Graphical user interfaces. Not going to talk about that here either. There are other sessions you should check out. You're highly encouraged to, if you have a graphical application, say that uses X, you're encouraged to go ahead and use the Aqua frameworks. Check that out. Multimedia we won't be talking about. Printing, that doesn't affect a number of UNIX applications. There's another session I think tomorrow afternoon that you should check out. We're not going to talk about font handling and pretty much anything you can see we're not going to talk about in this session. So.
Brief history. Ernie gave some history on this. A little bit of background kind of from a technical perspective. Next took, back in the early 90s, they took BSD 4.3 from Berkeley and they took Mach 2.5 and they merged that together, made a number of modifications, enhancements, and they maintained that over a number of years.
When Mac OS X development work was started on that, they wanted to sort of refresh that. So they took the final drop from Berkeley, the 4.4 BSD Lite, Lite 2 distribution, and then Mach 3.0. They merged that together, merged some of the next modifications into that, and that was sort of the foundation for Mac OS X.
The software comes from a number of different places, and since then, we've also taken some of the technology that's been developed by the FreeBSD project. We've been working on some of the features that we've been working on in the past, in FreeBSD 3.2 and more recently in 4.4 and 4.5. It's kind of hit and miss, though, which parts came from which versions.
Here's a basic system diagram from the perspective of someone that's actually porting a UNIX application. A lot of the higher-level frameworks are left off in this diagram. This is really kind of the low-level command line view of things. So your application will typically sit on top of libraries, which you're surely familiar with, and frameworks, which are a conglomeration of headers and libraries. It's kind of a neat little packaging for an integrated development environment programming.
You'll potentially run into some of this if you're using the printing framework, for example. You hear of frameworks in OS X. That's basically what they are, and there's some special flags that you pass to the compiler in order to use those. Under that, we have libsystem, which is a conglomeration of a number of low-level system libraries. libc, libm, which is the math library, libinfo, which gives you net info access. About a half dozen libraries in total. We merge those all together, essentially, to reduce the amount of shared library overhead.
There's, of course, a certain amount of overhead for every shared library that you load into your application. And pretty much every application uses most of these libraries, and so we reduce the overhead, and it gives us a pretty significant overall system savings. At the bottom level, you have the kernel, and you can see in this diagram, BSD and Mach are side-by-side. We don't actually have a microkernel architecture.

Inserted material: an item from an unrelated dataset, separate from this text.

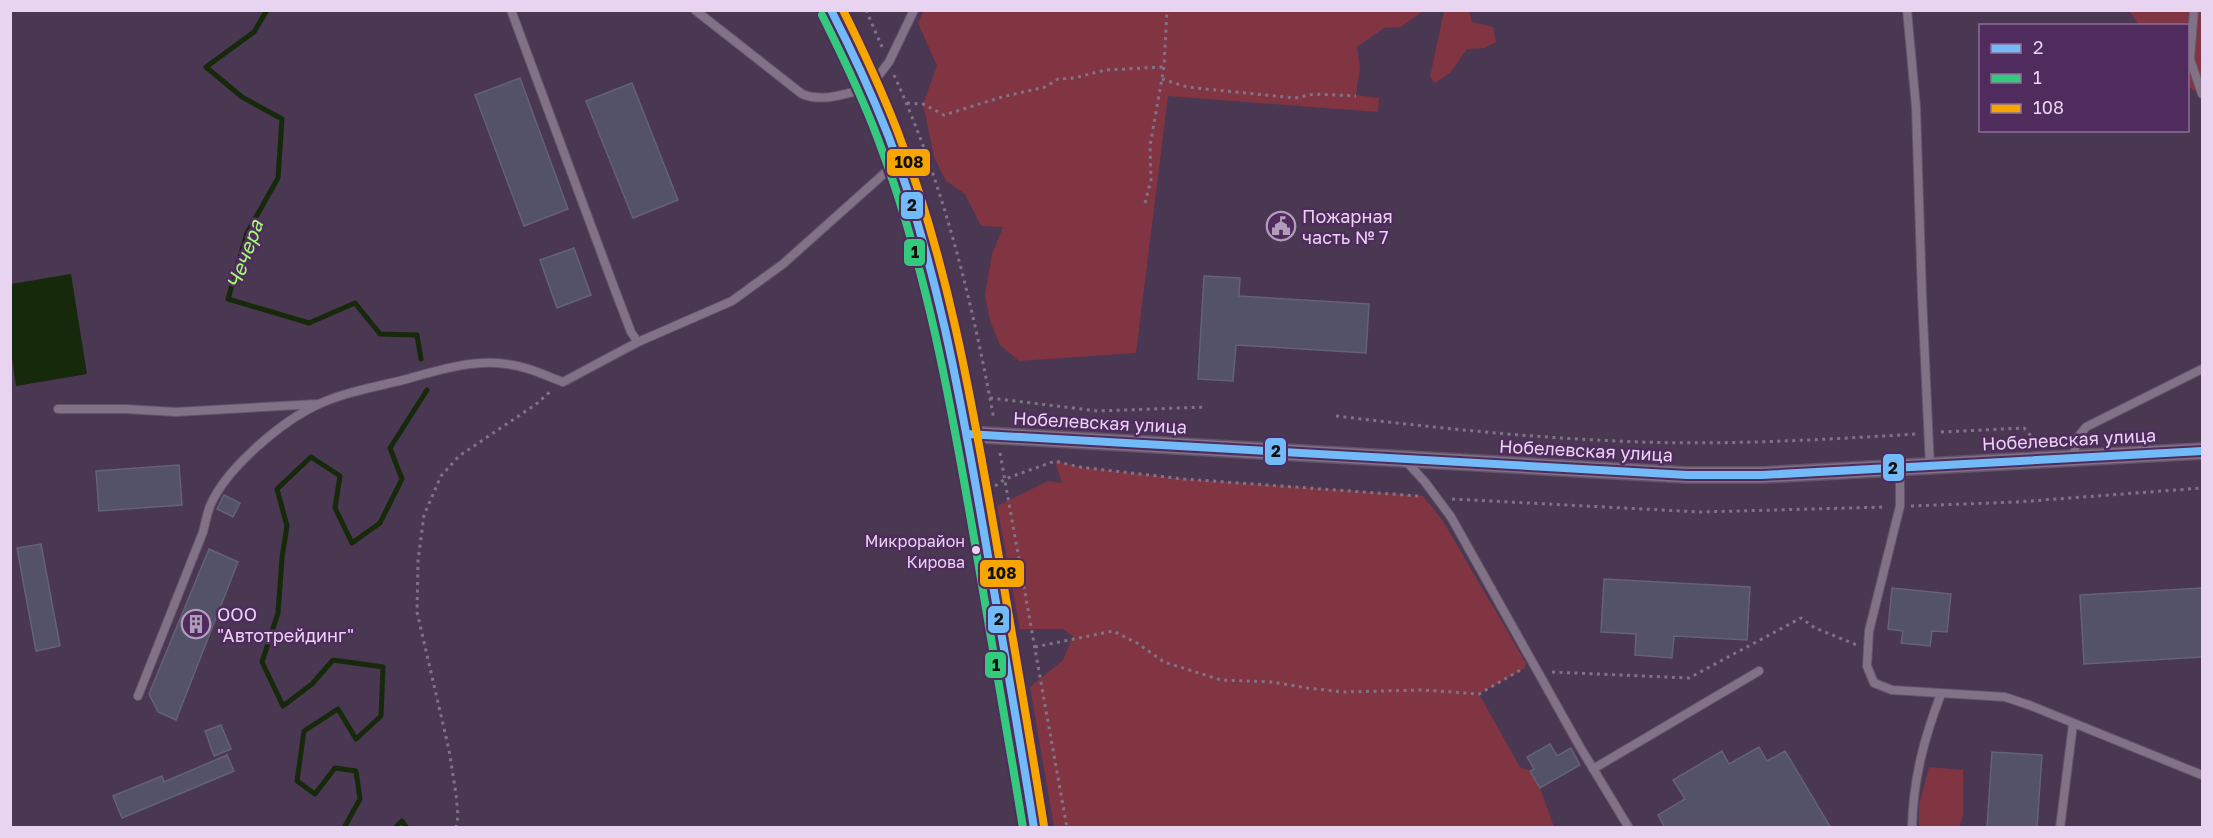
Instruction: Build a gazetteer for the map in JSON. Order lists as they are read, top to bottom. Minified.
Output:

We have the APIs for both of those, but they are merged together into the same address space. I/O Kit is our driver framework. The I/O Kit is essentially how you would write drivers. It's substantially different from typical Unix drivers. So there are other sessions that talk about that in detail.
OS X comes from a number of different places. The typical distribution that you'd be familiar with is the one that comes on most systems. It comes with the Mac OS X client software. We also have a server product which has some enhanced management tools, also has a few extra pieces of software.
This really isn't going to be that important to you unless you find yourself developing on Mac OS X's server. Be aware that not all of the software is available on the client product. For example, MySQL I don't think is a default part of the client product. If you end up using that, keep in mind that you're limiting yourself to the server product.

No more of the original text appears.